Erathem is a collaborative exhibition between Te Whanganui-a-Tara based artists Dayle Palfreyman (BFA) and Nick Shackleton (BSc). Combining Dayle’s conceptual art background with Nick’s Geological and Geophysical education, the two aim to present complex geological knowledge in an art context. Predominantly working in sculpture and installation, the show expands on the mediums the artists generally explore, including other ways to present this information.
At the Southern end of the North Island (Te Ika-a-Māui) lies the Rimutaka-Tararua Ranges and the Hau-rangi (Aorangi) Mountains. Sitting on the slopes of Haurangis, extending west to the Wairarapa Valley, vast layers of conglomerate and soft mudstone (silt-stone) sit atop the deformed greywacke bedrock.
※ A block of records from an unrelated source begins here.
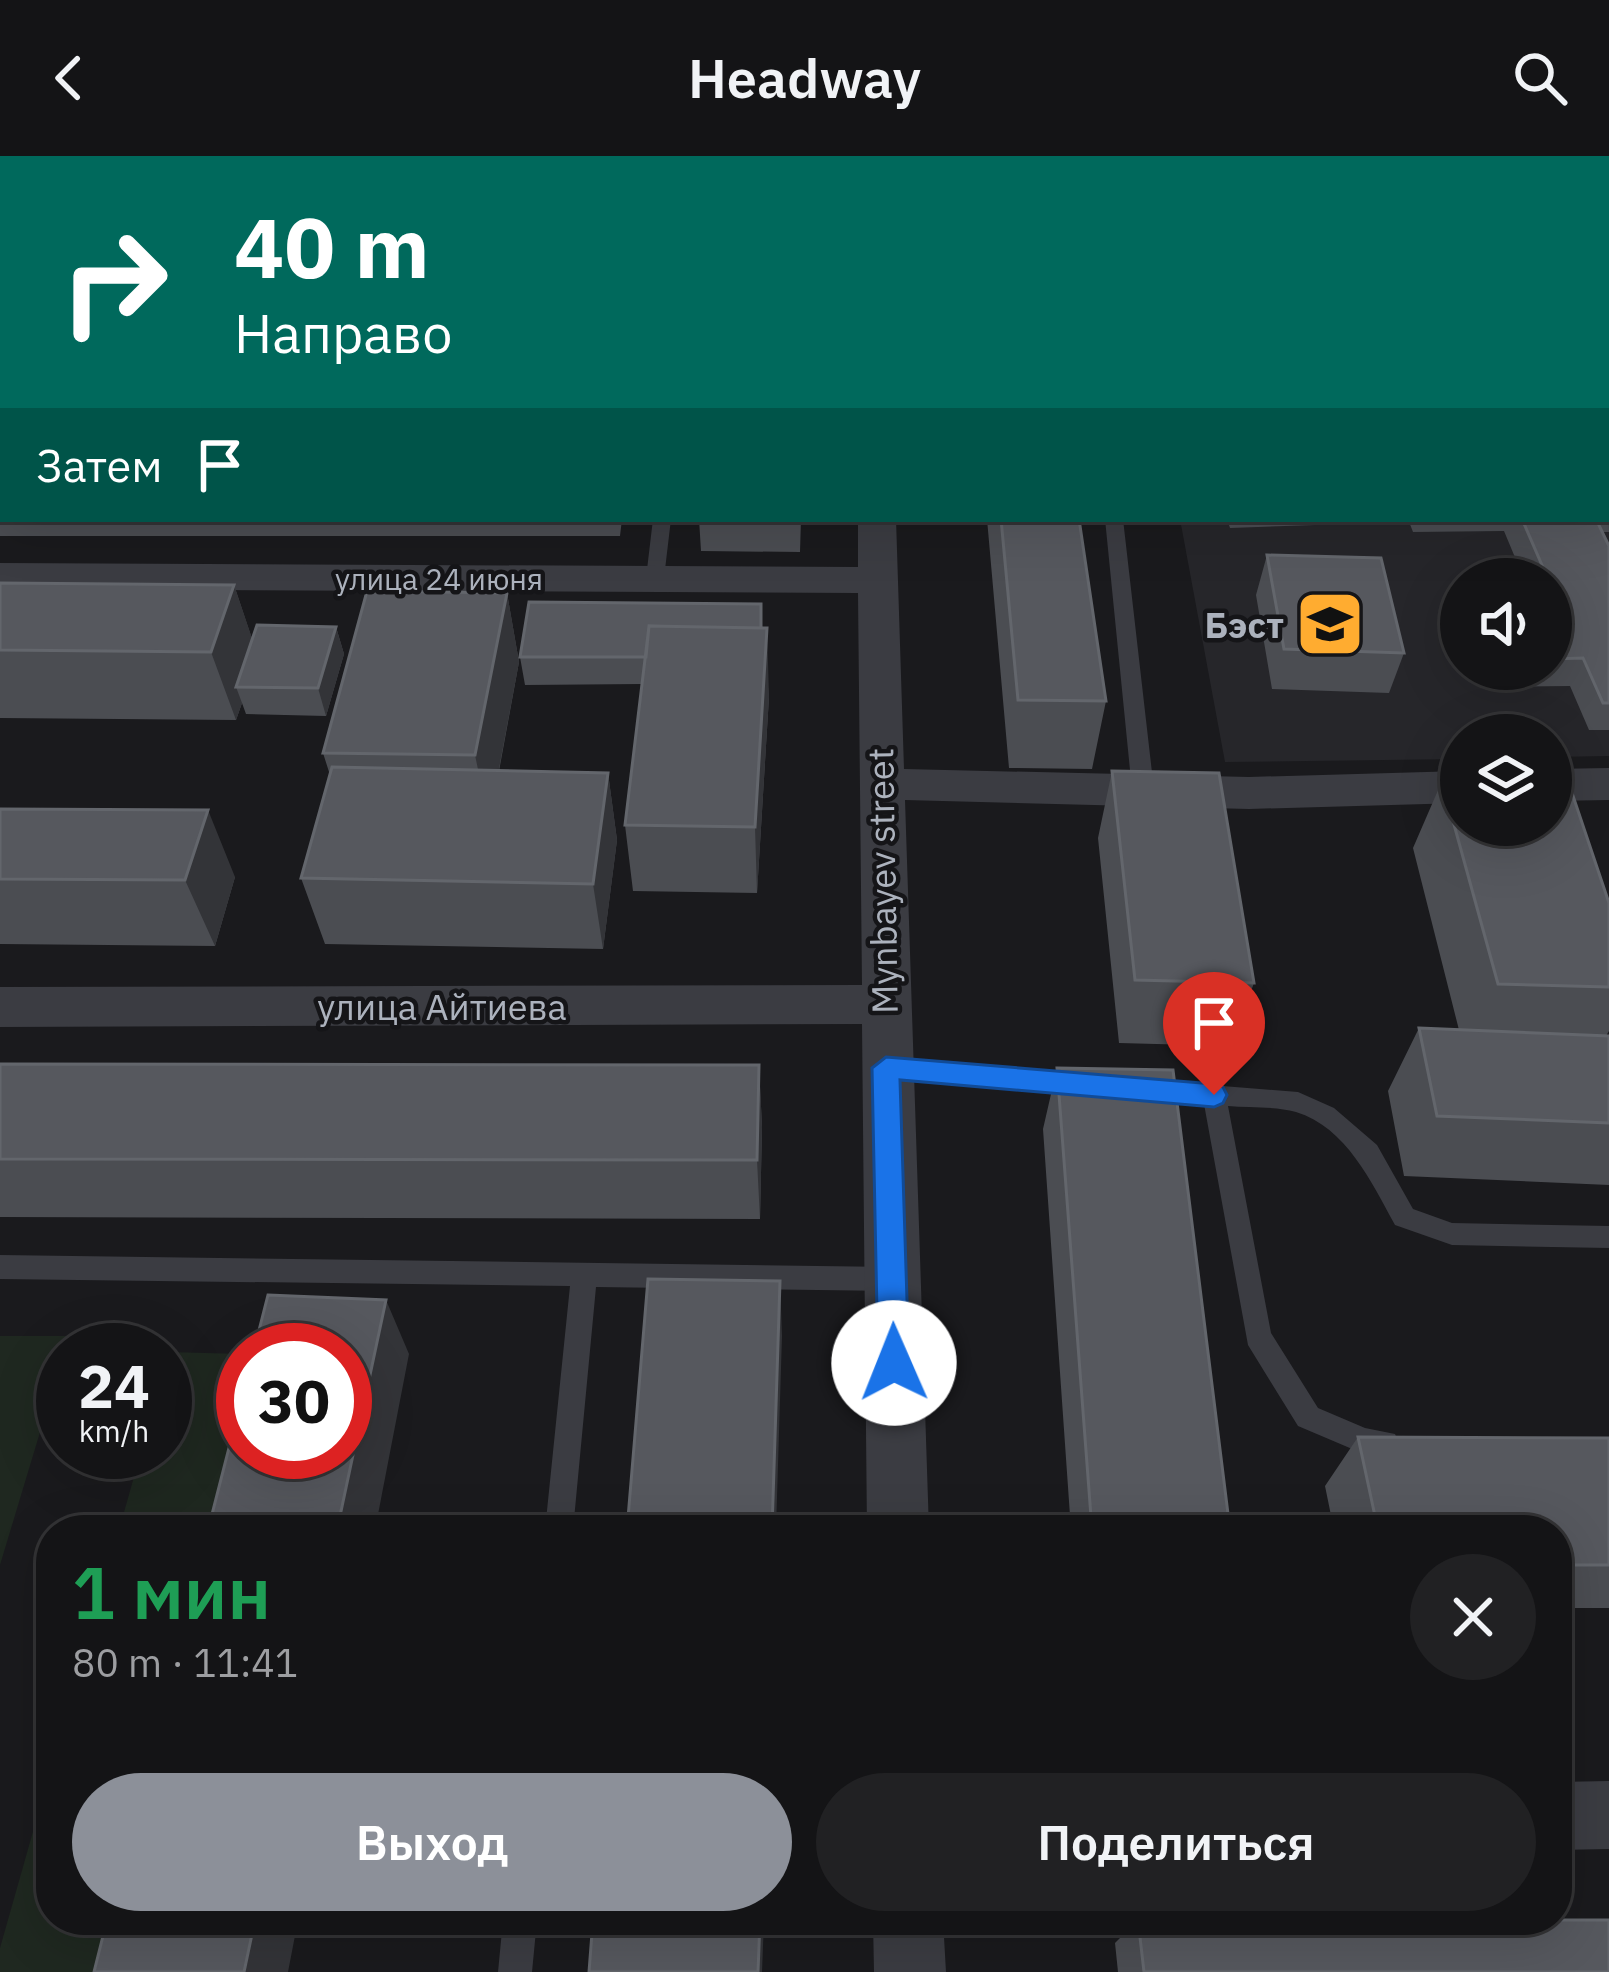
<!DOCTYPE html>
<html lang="ru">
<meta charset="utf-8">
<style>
body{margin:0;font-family:"IBM Plex Sans",sans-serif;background:#212123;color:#f1f3f6;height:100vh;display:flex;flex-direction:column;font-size:45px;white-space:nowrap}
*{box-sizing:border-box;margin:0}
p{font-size:39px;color:#9d9ea1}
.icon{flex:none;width:66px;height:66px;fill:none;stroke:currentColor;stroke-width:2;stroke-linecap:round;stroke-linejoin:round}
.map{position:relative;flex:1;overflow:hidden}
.panel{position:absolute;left:36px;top:1359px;width:1536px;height:420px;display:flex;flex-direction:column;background:#141416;border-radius:48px;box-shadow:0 12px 48px #0002,0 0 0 3px #333335}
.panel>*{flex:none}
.hud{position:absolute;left:0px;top:0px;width:1611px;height:366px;box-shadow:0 12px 48px #0002,0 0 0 3px #333335;background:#00695c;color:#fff;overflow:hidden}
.controls{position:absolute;left:1440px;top:402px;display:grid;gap:24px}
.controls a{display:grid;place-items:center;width:132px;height:132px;border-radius:50%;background:#141416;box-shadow:0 12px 48px #0002,0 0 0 3px #333335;font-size:60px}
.speed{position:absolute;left:36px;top:1167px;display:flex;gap:24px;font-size:60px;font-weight:700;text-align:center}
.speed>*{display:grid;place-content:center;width:156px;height:156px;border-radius:50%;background:#141416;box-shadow:0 12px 48px #0002,0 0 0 3px #333335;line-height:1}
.speed small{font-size:30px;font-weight:400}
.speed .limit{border:18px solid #d22;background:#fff;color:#111}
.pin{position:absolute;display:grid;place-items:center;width:102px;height:102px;color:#fff;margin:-123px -51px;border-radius:50% 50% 50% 0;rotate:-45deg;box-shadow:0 0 12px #0007}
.pin .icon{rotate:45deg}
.me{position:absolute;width:132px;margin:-66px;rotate:359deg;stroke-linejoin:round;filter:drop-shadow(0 0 9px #0008)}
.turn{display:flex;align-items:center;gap:42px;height:252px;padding:0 36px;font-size:54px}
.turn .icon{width:156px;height:156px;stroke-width:2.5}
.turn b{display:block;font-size:84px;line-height:102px}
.then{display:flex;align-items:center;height:114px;padding:0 36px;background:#0003;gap:24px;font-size:45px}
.round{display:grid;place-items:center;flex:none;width:126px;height:126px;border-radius:63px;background:#212123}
.headline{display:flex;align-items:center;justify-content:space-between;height:204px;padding:0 36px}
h1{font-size:72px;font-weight:600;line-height:90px;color:#1e9e55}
.action{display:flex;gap:24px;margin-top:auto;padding:24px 36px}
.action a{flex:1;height:138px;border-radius:72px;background:#8c9099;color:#fff;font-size:48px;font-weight:600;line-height:138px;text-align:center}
.action a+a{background:#212123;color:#f1f3f6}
header{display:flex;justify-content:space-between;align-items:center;height:156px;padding:0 36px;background:#141416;font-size:54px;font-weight:600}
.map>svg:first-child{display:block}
.built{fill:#26262a;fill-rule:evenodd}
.green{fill:#1f2820}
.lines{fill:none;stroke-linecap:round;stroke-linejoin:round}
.lane{fill:#3b3c42;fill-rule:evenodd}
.street{fill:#3b3c42;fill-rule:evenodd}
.secondary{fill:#494c52;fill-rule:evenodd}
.wall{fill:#4b4d52}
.shaded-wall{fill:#333438}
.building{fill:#56585e;stroke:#63666c;stroke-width:3}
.route{fill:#1a73e8;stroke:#114b97;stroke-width:3}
.labels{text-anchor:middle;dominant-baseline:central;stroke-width:9;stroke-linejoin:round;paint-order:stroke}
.far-street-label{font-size:30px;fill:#acb2bd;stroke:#151518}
.poi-label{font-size:36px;font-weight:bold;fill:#acb2bd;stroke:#151518;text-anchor:end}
.street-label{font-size:36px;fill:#acb2bd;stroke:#151518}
</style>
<header><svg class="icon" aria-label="back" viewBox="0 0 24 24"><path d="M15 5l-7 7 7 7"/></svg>Headway<svg class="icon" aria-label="search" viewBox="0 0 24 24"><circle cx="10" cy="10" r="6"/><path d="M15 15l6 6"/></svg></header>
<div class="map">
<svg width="1609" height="1816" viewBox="0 0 1609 1816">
<rect width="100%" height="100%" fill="#1a1a1d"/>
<path class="built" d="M1609,264V600L1551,601V579H1461V603L1225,606L1180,363H1608ZM1461,423H1551V513H1461Z"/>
<path class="green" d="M0,1180H69L0,1409Z
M169,1196L243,1198V1294L223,1374H119L141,1296H165Z
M51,1612V1764H128L115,1816H0V1792Z"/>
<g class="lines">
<path class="lane" d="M833,0H847V3H833Z
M1001,0H1015L1016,3H1002Z
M0,211H3V221H0Z
M1608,238H1609V248H1608Z
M653,363H671L664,422L655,428L646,422Z
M1105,363H1123L1154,634L1143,641L1132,634Z
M886,902L1083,918L1092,921L1095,928L1092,935L1083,938L886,922L877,919L874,912L877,905Z
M1148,924L1298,936L1334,952L1377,989L1413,1053L1452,1067L1609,1070V1092L1452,1089L1395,1069C1372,1027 1346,971 1296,956C1275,950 1249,952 1228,950L1271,1177L1318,1252L1365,1272L1395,1278L1399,1287L1395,1296L1385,1300L1364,1298L1298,1270L1248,1189L1204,948L1139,941L1136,934L1139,927Z
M0,1099L892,1111L901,1115L905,1123L901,1131L892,1135L596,1131L573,1374H545L570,1130L0,1123Z
M503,1764H537L532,1816H498Z"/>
<path class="street" d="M858,363H896L904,613L1249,621L1461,615V647L1249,653L905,644L929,1374H867L862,868L0,871V831L862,829L858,437L0,433V407L858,411Z
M1609,612V644L1551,645V613Z
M1609,1625V1693L1557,1694V1626Z
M873,1764H943L946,1816H874Z"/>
<path class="secondary" d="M1608,103H1609V129H1608Z"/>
</g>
<path class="wall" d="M1463,0H1609V70L1608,3H1463Z
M0,96H3V196H0Z
M1608,118H1609V223H1608Z
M0,268H3V363H622L620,380H0Z
M1608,306L1609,376H1602L1609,390V574H1589L1570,530L1480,531L1473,513H1551V423H1524L1504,375L1413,376L1408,363H1608Z
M699,363H801L800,396L701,395Z
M987,363H1079L1106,545L1092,613L1009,612Z
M1227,363H1317L1315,369L1230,372Z
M1267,399L1404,497L1389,537L1272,533L1256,439Z
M0,427L234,429L252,483L336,471L344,498L326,560L246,558L242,547L236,564L0,562Z
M507,437L519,506L499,615L608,617L617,684L603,793L325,788L301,722L330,619L323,597Z
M762,472L769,541L757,737L633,735L625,669L642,528L525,529L520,501Z
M1112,615L1254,827L1231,890L1119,887L1098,682Z
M1442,625L1609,747V875L1606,880H1609V1029L1404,1020L1388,935L1419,872L1459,874L1413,692Z
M0,653L235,721L215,790L0,788Z
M0,908L759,909L762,971L760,1063L0,1061Z
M1057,912L1230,1374H1071L1043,973Z
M1358,1281L1609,1282V1452H1557V1374H1334L1325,1330Z
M1138,1764L1609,1816H1118L1115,1787Z"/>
<path class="shaded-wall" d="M0,0H10L8,3H3V11L0,15Z
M192,0H232L230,3H191Z
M234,429L257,497L236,531L242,547L236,564L211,496Z
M507,437L519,506L489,666L475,599Z
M336,471L344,498L326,560L318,532Z
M767,472L769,541L757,737L755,671Z
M608,617L617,684L603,793L593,728Z
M208,654L235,721L215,790L185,724Z
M759,909L762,971L760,1063L757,1004Z
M780,1125L782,1180L776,1374H772Z
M386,1144L409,1198L375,1374H337Z
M255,1764H298L288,1816H244Z
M760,1764H764L762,1816H758Z"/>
<path class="building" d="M118,0H192L191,3H116Z
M630,0H816V3H630Z
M877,0H1003V3L877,1Z
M1078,0H1208V3H1079Z
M1264,0H1352L1353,3H1265Z
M1489,0H1609V3H1488Z
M0,96H3V129L0,128Z
M0,268H3V311H0Z
M1001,363H1079L1106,545L1018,544Z
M1522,363H1596L1609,390V547H1603L1583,502L1551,503V458H1564L1551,429V423H1548Z
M1267,399L1381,402L1404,497L1284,493Z
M0,427L234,429L211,496L0,494Z
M367,435L507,437L475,599L323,597Z
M529,446L761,448V472L649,470L646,501H520Z
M257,469L336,471L318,532L236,531Z
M649,470L767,472L755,671L625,669Z
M332,611L608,617L593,728L301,722Z
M1112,615L1219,617L1254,827L1135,824Z
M1442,625L1461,626V669H1551V628H1569L1609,747V831L1498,828Z
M0,653L208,654L185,724L0,723Z
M1419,872L1609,880V967L1437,960Z
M0,908L759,909L757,1004L0,1003Z
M1057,912L1173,914L1230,1374H1092Z
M648,1123L780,1125L772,1374H627Z
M268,1139L386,1144L337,1374H208L243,1237V1296H345V1194H254Z
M1358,1281L1609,1282V1409H1557V1374H1378Z
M107,1764H255L244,1816H94Z
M593,1764H760L758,1816H589Z
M1138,1764H1609V1816H1144Z"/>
<path class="route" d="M886,901L1214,928L1223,931L1227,939L1223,947L1214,951L900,924L909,1207L905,1217L894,1221L883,1217L878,1207L872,912Z"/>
<defs>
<symbol id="school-square" viewBox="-11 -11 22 22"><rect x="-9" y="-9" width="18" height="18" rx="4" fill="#ffac30" stroke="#151518"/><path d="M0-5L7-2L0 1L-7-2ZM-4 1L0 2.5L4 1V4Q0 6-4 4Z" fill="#111"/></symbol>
</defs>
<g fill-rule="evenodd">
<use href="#school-square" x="1292" y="430" width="76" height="76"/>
</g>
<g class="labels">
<g class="far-street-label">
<text x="439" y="422">улица 24 июня</text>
</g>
<g class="poi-label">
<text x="1284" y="468">Бэст</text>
</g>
<g class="street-label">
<text transform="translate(882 725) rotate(-91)">Mynbayev street</text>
<text x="442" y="850">улица Айтиева</text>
</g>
</g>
</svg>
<div class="controls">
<a><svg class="icon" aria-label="sound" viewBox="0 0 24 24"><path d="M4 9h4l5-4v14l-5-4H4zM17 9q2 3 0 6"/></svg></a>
<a><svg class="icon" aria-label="layers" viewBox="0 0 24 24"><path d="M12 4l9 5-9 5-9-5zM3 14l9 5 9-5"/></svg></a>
</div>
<div class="speed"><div>24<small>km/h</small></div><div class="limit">30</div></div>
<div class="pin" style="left:1214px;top:939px;background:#d93025"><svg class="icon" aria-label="arrive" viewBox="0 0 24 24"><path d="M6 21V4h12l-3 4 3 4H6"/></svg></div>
<svg class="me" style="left:894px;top:1207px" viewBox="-20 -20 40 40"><circle r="19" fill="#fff"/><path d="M0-13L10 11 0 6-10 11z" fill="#1a73e8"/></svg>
<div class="hud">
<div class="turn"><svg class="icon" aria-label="right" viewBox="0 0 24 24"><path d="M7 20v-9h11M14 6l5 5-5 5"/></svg><div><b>40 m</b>Направо</div></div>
<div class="then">Затем<svg class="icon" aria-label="arrive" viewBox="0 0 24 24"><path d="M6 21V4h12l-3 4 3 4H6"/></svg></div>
</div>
<section class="panel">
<div class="headline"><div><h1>1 мин</h1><p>80 m · 11:41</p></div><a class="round"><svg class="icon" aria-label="close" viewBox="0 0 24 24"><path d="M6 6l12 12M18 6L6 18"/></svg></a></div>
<div class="action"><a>Выход</a><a>Поделиться</a></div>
</section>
</div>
Around 9 million years ago the Aorangi Mountains were islands as the sea levels were much higher. Following the glacial periods, water levels receded and the erosion of rock began. Evidence of past events is embedded within each layer of rock.
The introspection of various forms of solidity exposes external conditions through its formation over time. Evidence of previous life remains embedded within its structure, exposing itself during erosion. The sedimentary accumulation the oceans’ floor, and terrestrial environments form the sedimentary rocks present in the area; greywacke, conglomerate and siltstone. These rocks are subject to forces that impact both the internal structure and visible outcrop. Shaped predominately by the glacial and interglacial periods, regular tectonic deformation and pelagic calcareous oozes, these sedimentary rocks make up 8% of the earth's crust. Past sea life is fossilised within much of the silt-stone, terrestrial life in the conglomerate, and fracturing and deformation is evident in the greywacke. Formed above the igneous and metamorphic, the formation of sedimentary rock is arguably the most personable of the three, relating closely the life experience of those that have inhabited this planet.